The Government is clear that patients should expect and receive the highest standard of service and care from the NHS. The Government also accepts that the NHS’s urgent and emergency care performance has been below the high standards that patients should expect in recent years. We have been honest about the challenges facing the NHS and we are serious about tackling the issues; however, we must be clear that there are no quick fixes.
To start with, in the Autumn Budget, the Government announced an extra £22.6 billion in day-to-day spending in 2025/26 for the NHS compared to 2023/24, to help deliver 40,000 extra appointments a week and cut NHS waiting times. An additional £3.1bn further capital investment over 2 years will provide the highest real-terms capital budget since before 2010.
We recognise that investment alone won’t be enough and are determined that it must go hand in hand with fundamental reform. On 5 December 2024, the Government published the Plan for Change (available here: https://www.gov.uk/government/publications/plan-for-change), that set the mandate for the direction of change with clear milestones in five national missions, including building an NHS that is fit for the future.

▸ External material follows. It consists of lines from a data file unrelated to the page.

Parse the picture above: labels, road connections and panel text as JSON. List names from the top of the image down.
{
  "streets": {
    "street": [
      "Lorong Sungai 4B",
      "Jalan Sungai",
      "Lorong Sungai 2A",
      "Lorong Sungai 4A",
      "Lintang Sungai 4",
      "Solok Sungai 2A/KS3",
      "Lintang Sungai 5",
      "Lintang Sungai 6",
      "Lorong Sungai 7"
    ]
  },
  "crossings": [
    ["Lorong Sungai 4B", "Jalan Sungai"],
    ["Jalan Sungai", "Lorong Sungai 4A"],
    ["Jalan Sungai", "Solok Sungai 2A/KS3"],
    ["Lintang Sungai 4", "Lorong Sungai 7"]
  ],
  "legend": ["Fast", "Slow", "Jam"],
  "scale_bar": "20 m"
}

On the 6 June 2025, we published our Urgent and Emergency Care Plan for 2025/26. The Plan focuses on improvements that will see the biggest impact on UEC performance next winter and on making UEC better every day, backed by a total of nearly £450 million of funding. The Plan will:
• Provide almost £450 million of capital investment for Same Day Emergency Care, Mental Health Crisis Assessment Centres and new ambulances, avoiding unnecessary admissions to hospital and supporting the diagnosis, treatment and discharge on the same day for patients
• Reduce ambulance handovers to a maximum of 45 minutes, helping get 550,000 more ambulances back on the road for patients, and reduce Category 2 ambulance response time to 30 minutes
• Improve patient flow through hospitals, ensuring at least 78% of patients in A&E departments are seen within 4 hours and reduce the number of patients waiting over 12 hours for admission or discharge from an emergency department There is a national focus to improve Category 2 response time performance as these responses make up over half of all ambulance call outs and incidents within this category are of a high, lifethreatening nature. Improving Category 2 response times will improve ambulance performance generally, as more resources will then be available to attend lower acuity incidents. In May, average Category 2 ambulance response times were almost 5 minutes faster compared to the previous year, a reduction of 14.7%.

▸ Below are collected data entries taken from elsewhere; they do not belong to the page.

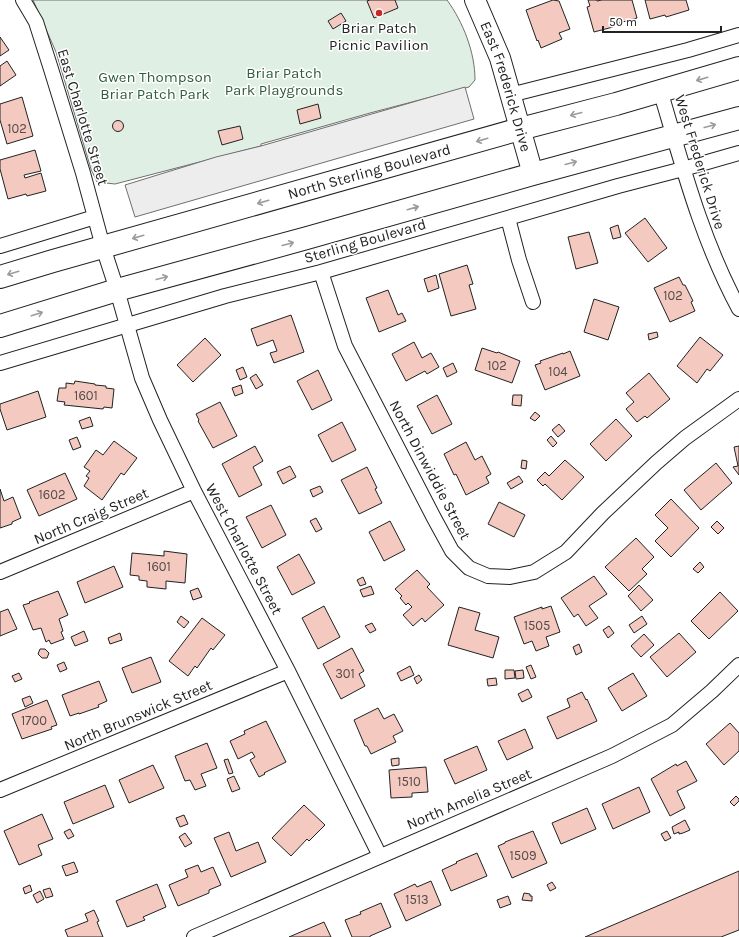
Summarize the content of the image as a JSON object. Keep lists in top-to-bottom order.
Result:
{
  "streets": {
    "main road": ["North Sterling Boulevard"],
    "street": [
      "East Frederick Drive",
      "East Charlotte Street",
      "West Frederick Drive",
      "Sterling Boulevard",
      "North Dinwiddie Street",
      "North Craig Street",
      "West Charlotte Street",
      "North Brunswick Street",
      "North Amelia Street"
    ]
  },
  "crossings": [
    ["East Frederick Drive", "North Sterling Boulevard"],
    ["East Charlotte Street", "North Sterling Boulevard"],
    ["East Charlotte Street", "West Charlotte Street"],
    ["West Frederick Drive", "North Sterling Boulevard"],
    ["West Frederick Drive", "Sterling Boulevard"],
    ["North Sterling Boulevard", "West Charlotte Street"],
    ["Sterling Boulevard", "North Dinwiddie Street"],
    ["Sterling Boulevard", "West Charlotte Street"],
    ["North Craig Street", "West Charlotte Street"],
    ["West Charlotte Street", "North Brunswick Street"],
    ["West Charlotte Street", "North Amelia Street"]
  ],
  "parks": ["Briar Patch Park Playgrounds", "Gwen Thompson Briar Patch Park"],
  "places": ["Briar Patch Picnic Pavilion"],
  "house_numbers": [
    "102",
    "102",
    "102",
    "104",
    "1601",
    "1602",
    "1601",
    "1505",
    "301",
    "1700",
    "1510",
    "1509",
    "1513"
  ],
  "scale_bar": "50 m"
}
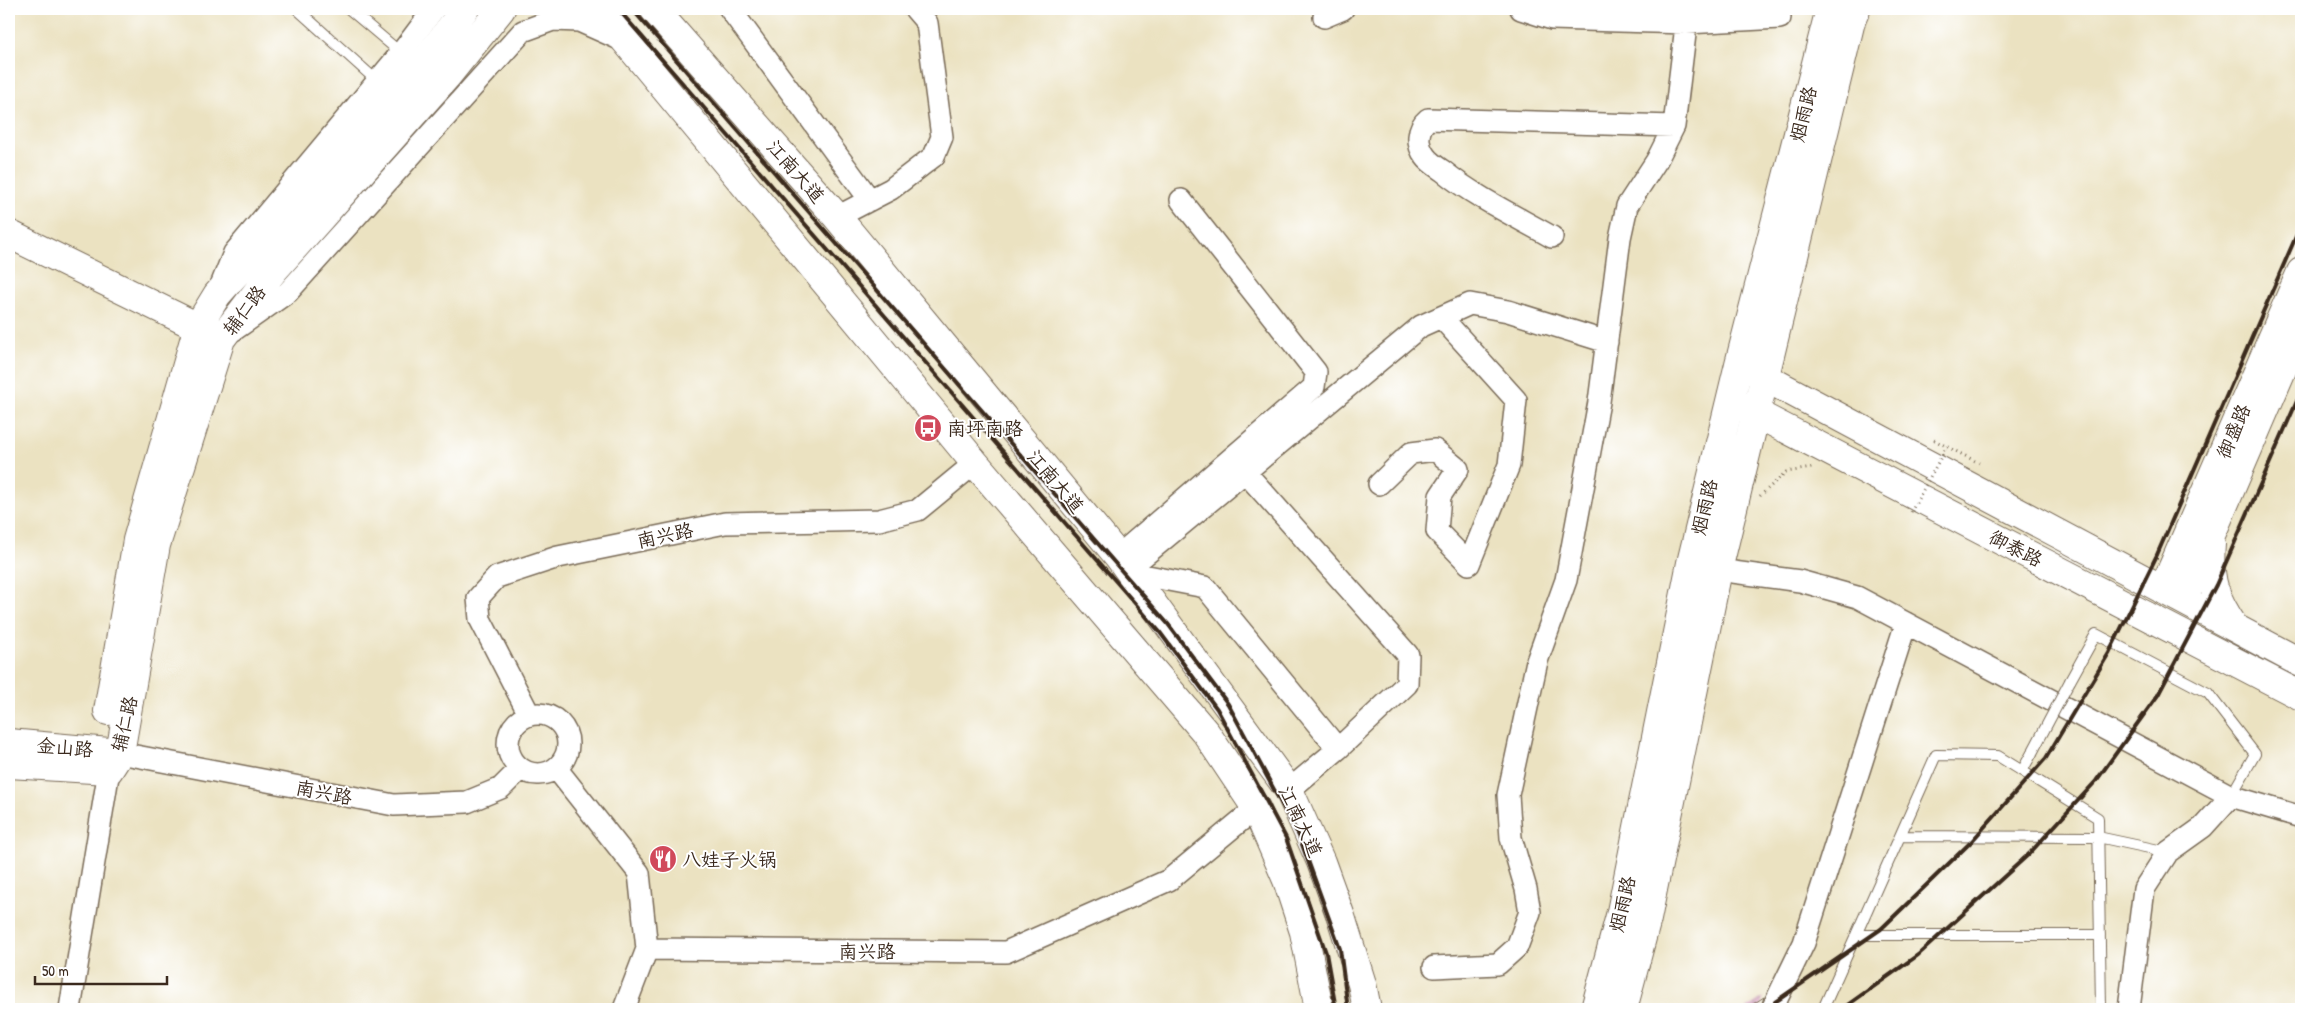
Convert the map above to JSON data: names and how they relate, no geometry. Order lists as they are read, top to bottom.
{
  "streets": {
    "main road": [
      "烟雨路",
      "江南大道",
      "辅仁路",
      "御盛路",
      "御泰路",
      "金山路"
    ],
    "street": ["南兴路"]
  },
  "crossings": [
    ["烟雨路", "御泰路"],
    ["江南大道", "南兴路"],
    ["辅仁路", "南兴路"],
    ["辅仁路", "金山路"],
    ["御盛路", "御泰路"],
    ["南兴路", "金山路"]
  ],
  "places": {
    "bus stop": ["南坪南路"],
    "restaurant": ["八娃子火锅"]
  },
  "scale_bar": "50 m"
}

NHS England is working with systems to reduce ambulance handover delays, working towards delivering hospital handovers within 15 minutes with joint working arrangements that ensure no handover takes longer than 45 minutes. I recognise that this will be challenging in the South West, where handover delays have been much longer than this, but I am determined that we tackle these long delays across all areas. Nationally, in May 2025, average national handover times were 29 minutes and 30 seconds, an improvement of 2 minutes 44 seconds from the previous year.

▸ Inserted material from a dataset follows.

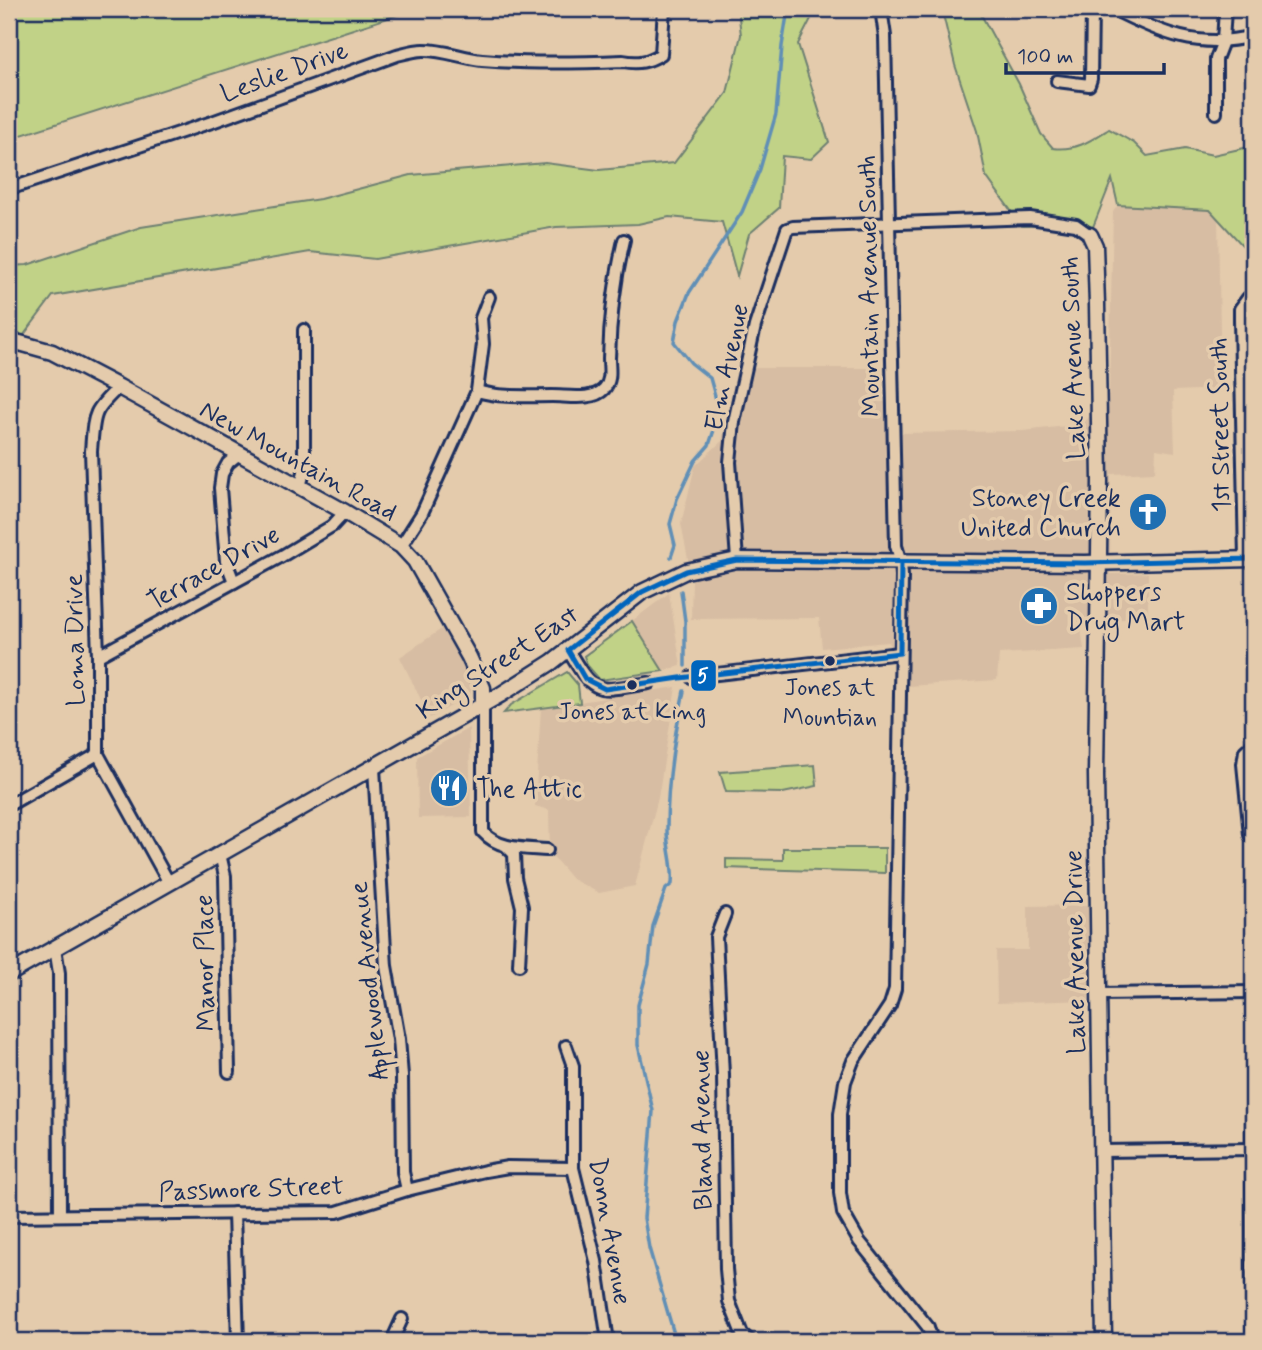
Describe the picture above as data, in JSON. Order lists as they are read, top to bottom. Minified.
{"streets":{"main road":["Lake Avenue South","New Mountain Road","King Street East","Lake Avenue Drive"],"street":["Leslie Drive","Mountain Avenue South","Elm Avenue","1st Street South","Terrace Drive","Loma Drive","Manor Place","Applewood Avenue","Bland Avenue","Passmore Street","Donn Avenue"]},"crossings":[["Mountain Avenue South","Elm Avenue"],["Mountain Avenue South","King Street East"],["Lake Avenue South","King Street East"],["Lake Avenue South","Lake Avenue Drive"],["Elm Avenue","King Street East"],["1st Street South","King Street East"],["New Mountain Road","Terrace Drive"],["New Mountain Road","Loma Drive"],["New Mountain Road","King Street East"],["Terrace Drive","Loma Drive"],["Loma Drive","King Street East"],["King Street East","Lake Avenue Drive"],["King Street East","Manor Place"],["King Street East","Applewood Avenue"],["Applewood Avenue","Passmore Street"],["Passmore Street","Donn Avenue"]],"places":{"church":["Stoney Creek United Church"],"pharmacy":["Shoppers Drug Mart"],"other":["Jones at Mountian","Jones at King"],"restaurant":["The Attic"]},"lines":["transit line 5"],"scale_bar":"100 m"}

In June 2025, we published our 10-Year Health Plan which sets out how we will reform the NHS, including urgent and emergency care services, with a key focus on shifting urgent care into the community through new Neighbourhood Health Services. The health plan focusses on ensuring three big reform shifts in the way our health services deliver care. First, from ‘hospital to community’ to bring care closer to where people live. Second, from ‘analogue to digital’ with new technologies and digital approaches to modernise the NHS, and third from ‘sickness to prevention’ so people spend less time with ill-health by preventing illnesses before they happen. The reforms will support putting the NHS on a sustainable footing so it can tackle the problems of today and the future. I hope this response is helpful. Thank you once again for bringing these concerns to my attention.